• What you are asked to do: Retype the records in full, and please keep the pictures out of the copy.

• Available records:

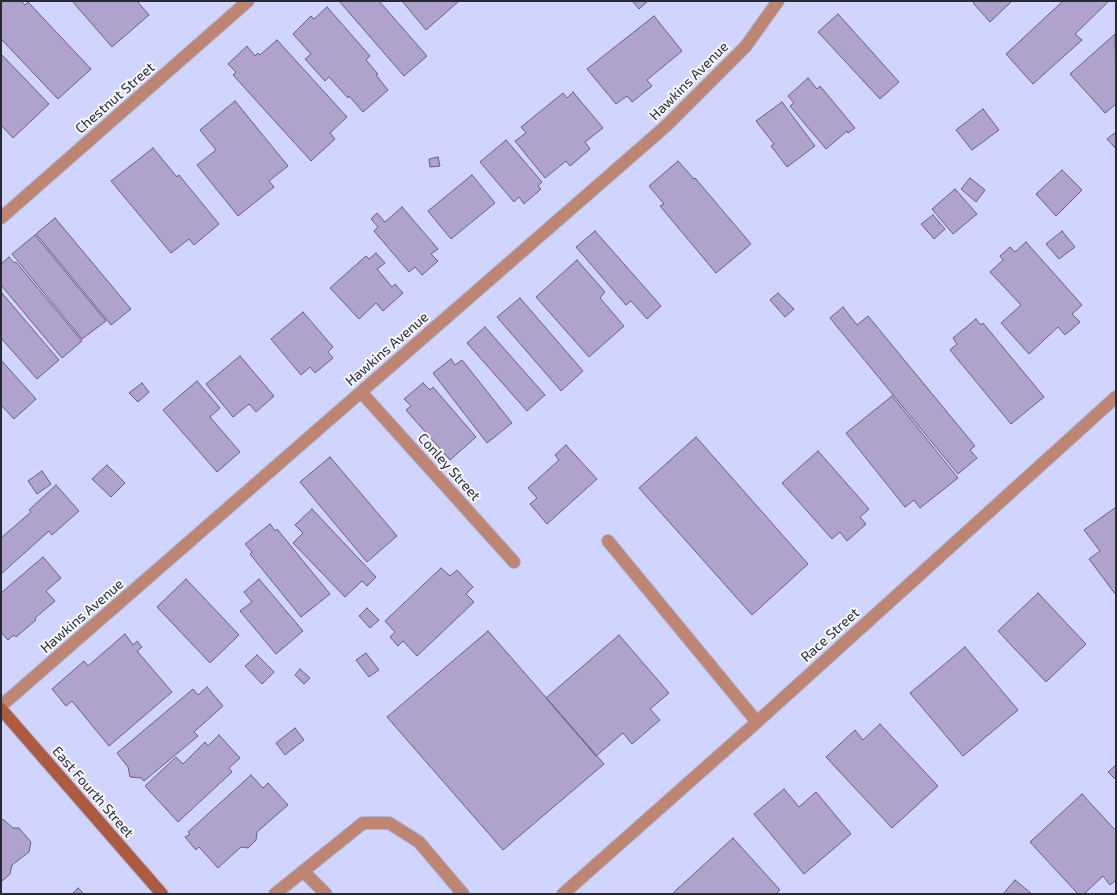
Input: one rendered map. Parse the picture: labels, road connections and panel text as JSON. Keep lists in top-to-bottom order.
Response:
{
  "streets": {
    "street": [
      "Hawkins Avenue",
      "Chestnut Street",
      "Conley Street",
      "Race Street",
      "East Fourth Street"
    ]
  },
  "crossings": [
    ["Hawkins Avenue", "Conley Street"],
    ["Hawkins Avenue", "East Fourth Street"]
  ]
}
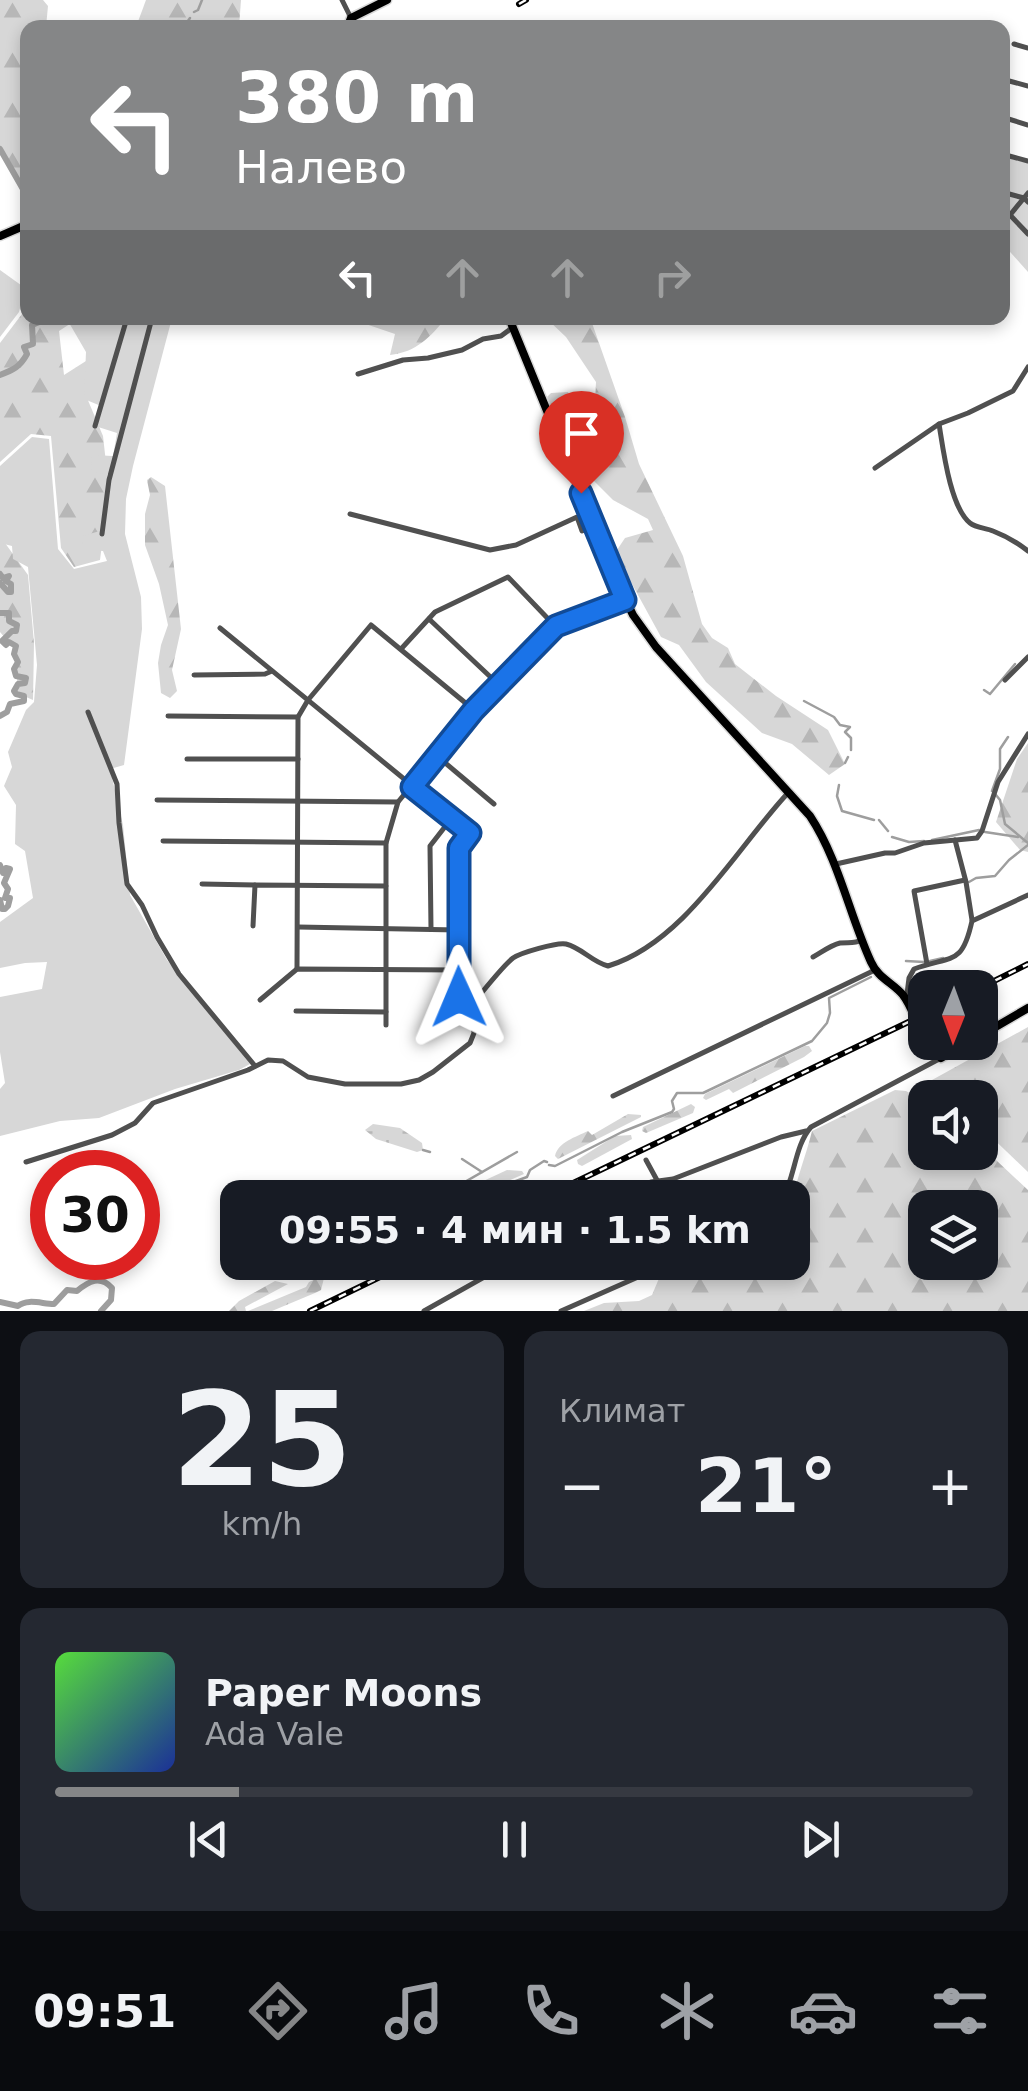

• Written answer:
Input: one rendered map. Parse the picture: labels, road connections and panel text as JSON. Keep lists in top-to-bottom order.
Response:
{
  "streets": {
    "street": [
      "Hawkins Avenue",
      "Chestnut Street",
      "Conley Street",
      "Race Street",
      "East Fourth Street"
    ]
  },
  "crossings": [
    ["Hawkins Avenue", "Conley Street"],
    ["Hawkins Avenue", "East Fourth Street"]
  ]
}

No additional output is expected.